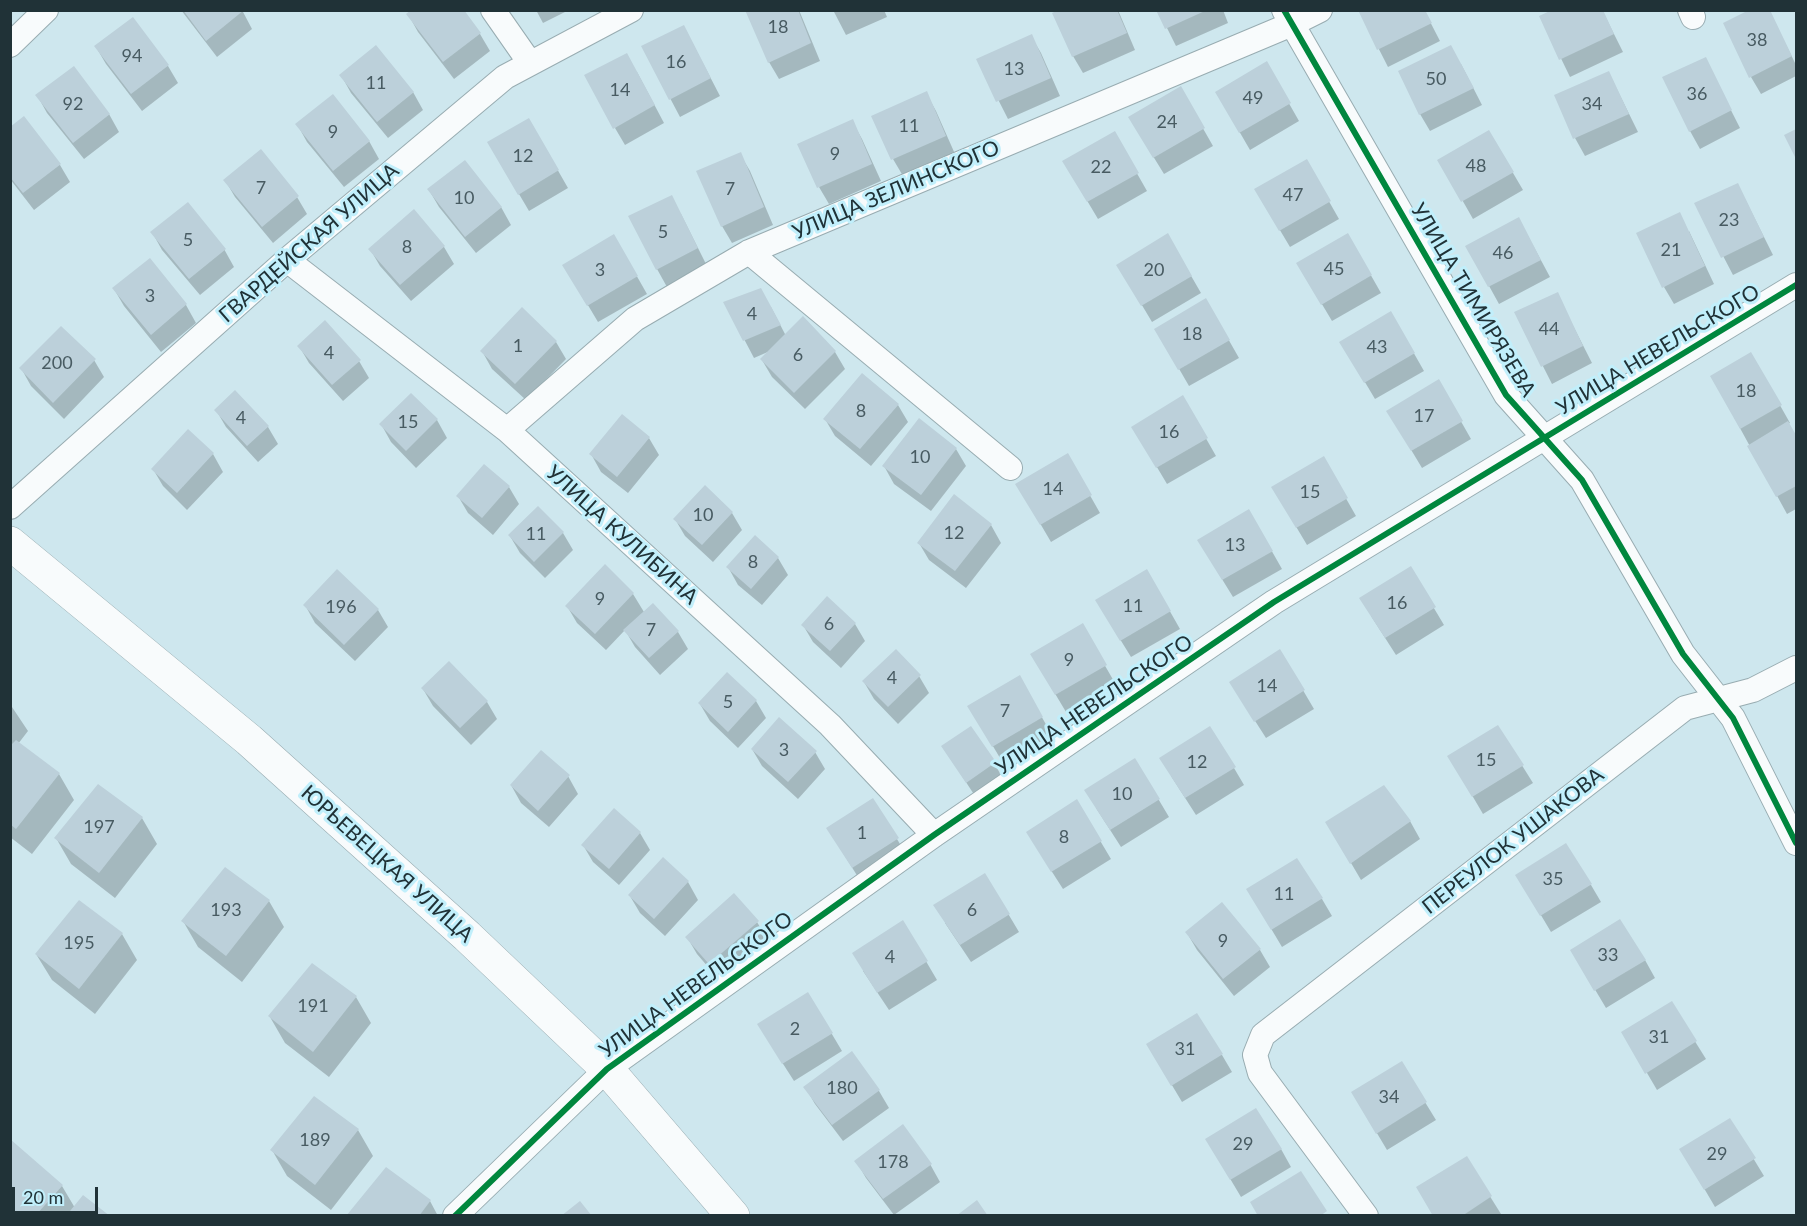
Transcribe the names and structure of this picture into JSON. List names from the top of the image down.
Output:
{
  "streets": {
    "main road": ["ЮРЬЕВЕЦКАЯ УЛИЦА"],
    "street": [
      "УЛИЦА ЗЕЛИНСКОГО",
      "ГВАРДЕЙСКАЯ УЛИЦА",
      "УЛИЦА ТИМИРЯЗЕВА",
      "УЛИЦА НЕВЕЛЬСКОГО",
      "УЛИЦА КУЛИБИНА",
      "ПЕРЕУЛОК УШАКОВА"
    ]
  },
  "crossings": [
    ["УЛИЦА ЗЕЛИНСКОГО", "УЛИЦА ТИМИРЯЗЕВА"],
    ["УЛИЦА ЗЕЛИНСКОГО", "УЛИЦА КУЛИБИНА"],
    ["ГВАРДЕЙСКАЯ УЛИЦА", "УЛИЦА КУЛИБИНА"],
    ["УЛИЦА ТИМИРЯЗЕВА", "УЛИЦА НЕВЕЛЬСКОГО"],
    ["УЛИЦА ТИМИРЯЗЕВА", "ПЕРЕУЛОК УШАКОВА"],
    ["УЛИЦА НЕВЕЛЬСКОГО", "УЛИЦА КУЛИБИНА"],
    ["УЛИЦА НЕВЕЛЬСКОГО", "ЮРЬЕВЕЦКАЯ УЛИЦА"]
  ],
  "house_numbers": [
    "18",
    "38",
    "94",
    "16",
    "13",
    "50",
    "11",
    "14",
    "36",
    "49",
    "92",
    "34",
    "24",
    "11",
    "9",
    "9",
    "12",
    "48",
    "22",
    "7",
    "7",
    "47",
    "10",
    "23",
    "5",
    "5",
    "8",
    "21",
    "46",
    "45",
    "3",
    "20",
    "3",
    "4",
    "44",
    "18",
    "1",
    "43",
    "4",
    "6",
    "200",
    "18",
    "8",
    "17",
    "4",
    "15",
    "16",
    "10",
    "14",
    "15",
    "10",
    "12",
    "11",
    "13",
    "8",
    "9",
    "16",
    "11",
    "196",
    "6",
    "7",
    "9",
    "4",
    "14",
    "5",
    "7",
    "3",
    "15",
    "12",
    "10",
    "197",
    "1",
    "8",
    "35",
    "11",
    "193",
    "6",
    "9",
    "195",
    "33",
    "4",
    "191",
    "2",
    "31",
    "31",
    "180",
    "34",
    "189",
    "29",
    "29",
    "178"
  ],
  "scale_bar": "20 m"
}
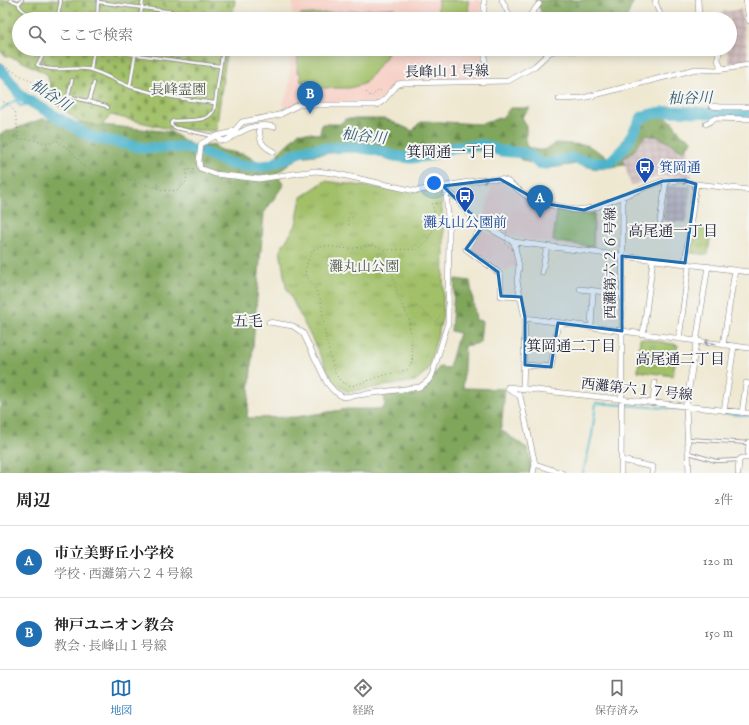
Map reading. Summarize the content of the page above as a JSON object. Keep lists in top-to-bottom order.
{
  "streets": {
    "street": ["長峰山１号線", "西灘第六２６号線", "西灘第六１７号線"]
  },
  "crossings": [
    ["西灘第六２６号線", "西灘第六１７号線"]
  ],
  "districts": [
    "箕岡通一丁目",
    "高尾通一丁目",
    "五毛",
    "箕岡通二丁目",
    "高尾通二丁目"
  ],
  "water": ["杣谷川"],
  "parks": ["長峰霊園", "灘丸山公園"],
  "places": {
    "bus stop": ["箕岡通", "灘丸山公園前"]
  },
  "page": {
    "search": "ここで検索",
    "pins": ["B", "A"],
    "heading": ["周辺", "2件"],
    "list": [
      {
        "mark": "A",
        "name": "市立美野丘小学校",
        "note": "学校 · 西灘第六２４号線",
        "value": "120 m"
      },
      {
        "mark": "B",
        "name": "神戸ユニオン教会",
        "note": "教会 · 長峰山１号線",
        "value": "150 m"
      }
    ],
    "nav": ["地図", "経路", "保存済み"]
  }
}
::::::
_Exercise prompt_
Give back the material word for word and drop the pictures it holds.

_Exercise response_
Transcribe the names and structure of this picture into JSON. List names from the top of the image down.
Output:
{
  "streets": {
    "main road": ["ЮРЬЕВЕЦКАЯ УЛИЦА"],
    "street": [
      "УЛИЦА ЗЕЛИНСКОГО",
      "ГВАРДЕЙСКАЯ УЛИЦА",
      "УЛИЦА ТИМИРЯЗЕВА",
      "УЛИЦА НЕВЕЛЬСКОГО",
      "УЛИЦА КУЛИБИНА",
      "ПЕРЕУЛОК УШАКОВА"
    ]
  },
  "crossings": [
    ["УЛИЦА ЗЕЛИНСКОГО", "УЛИЦА ТИМИРЯЗЕВА"],
    ["УЛИЦА ЗЕЛИНСКОГО", "УЛИЦА КУЛИБИНА"],
    ["ГВАРДЕЙСКАЯ УЛИЦА", "УЛИЦА КУЛИБИНА"],
    ["УЛИЦА ТИМИРЯЗЕВА", "УЛИЦА НЕВЕЛЬСКОГО"],
    ["УЛИЦА ТИМИРЯЗЕВА", "ПЕРЕУЛОК УШАКОВА"],
    ["УЛИЦА НЕВЕЛЬСКОГО", "УЛИЦА КУЛИБИНА"],
    ["УЛИЦА НЕВЕЛЬСКОГО", "ЮРЬЕВЕЦКАЯ УЛИЦА"]
  ],
  "house_numbers": [
    "18",
    "38",
    "94",
    "16",
    "13",
    "50",
    "11",
    "14",
    "36",
    "49",
    "92",
    "34",
    "24",
    "11",
    "9",
    "9",
    "12",
    "48",
    "22",
    "7",
    "7",
    "47",
    "10",
    "23",
    "5",
    "5",
    "8",
    "21",
    "46",
    "45",
    "3",
    "20",
    "3",
    "4",
    "44",
    "18",
    "1",
    "43",
    "4",
    "6",
    "200",
    "18",
    "8",
    "17",
    "4",
    "15",
    "16",
    "10",
    "14",
    "15",
    "10",
    "12",
    "11",
    "13",
    "8",
    "9",
    "16",
    "11",
    "196",
    "6",
    "7",
    "9",
    "4",
    "14",
    "5",
    "7",
    "3",
    "15",
    "12",
    "10",
    "197",
    "1",
    "8",
    "35",
    "11",
    "193",
    "6",
    "9",
    "195",
    "33",
    "4",
    "191",
    "2",
    "31",
    "31",
    "180",
    "34",
    "189",
    "29",
    "29",
    "178"
  ],
  "scale_bar": "20 m"
}
Map reading. Summarize the content of the page above as a JSON object. Keep lists in top-to-bottom order.
{
  "streets": {
    "street": ["長峰山１号線", "西灘第六２６号線", "西灘第六１７号線"]
  },
  "crossings": [
    ["西灘第六２６号線", "西灘第六１７号線"]
  ],
  "districts": [
    "箕岡通一丁目",
    "高尾通一丁目",
    "五毛",
    "箕岡通二丁目",
    "高尾通二丁目"
  ],
  "water": ["杣谷川"],
  "parks": ["長峰霊園", "灘丸山公園"],
  "places": {
    "bus stop": ["箕岡通", "灘丸山公園前"]
  },
  "page": {
    "search": "ここで検索",
    "pins": ["B", "A"],
    "heading": ["周辺", "2件"],
    "list": [
      {
        "mark": "A",
        "name": "市立美野丘小学校",
        "note": "学校 · 西灘第六２４号線",
        "value": "120 m"
      },
      {
        "mark": "B",
        "name": "神戸ユニオン教会",
        "note": "教会 · 長峰山１号線",
        "value": "150 m"
      }
    ],
    "nav": ["地図", "経路", "保存済み"]
  }
}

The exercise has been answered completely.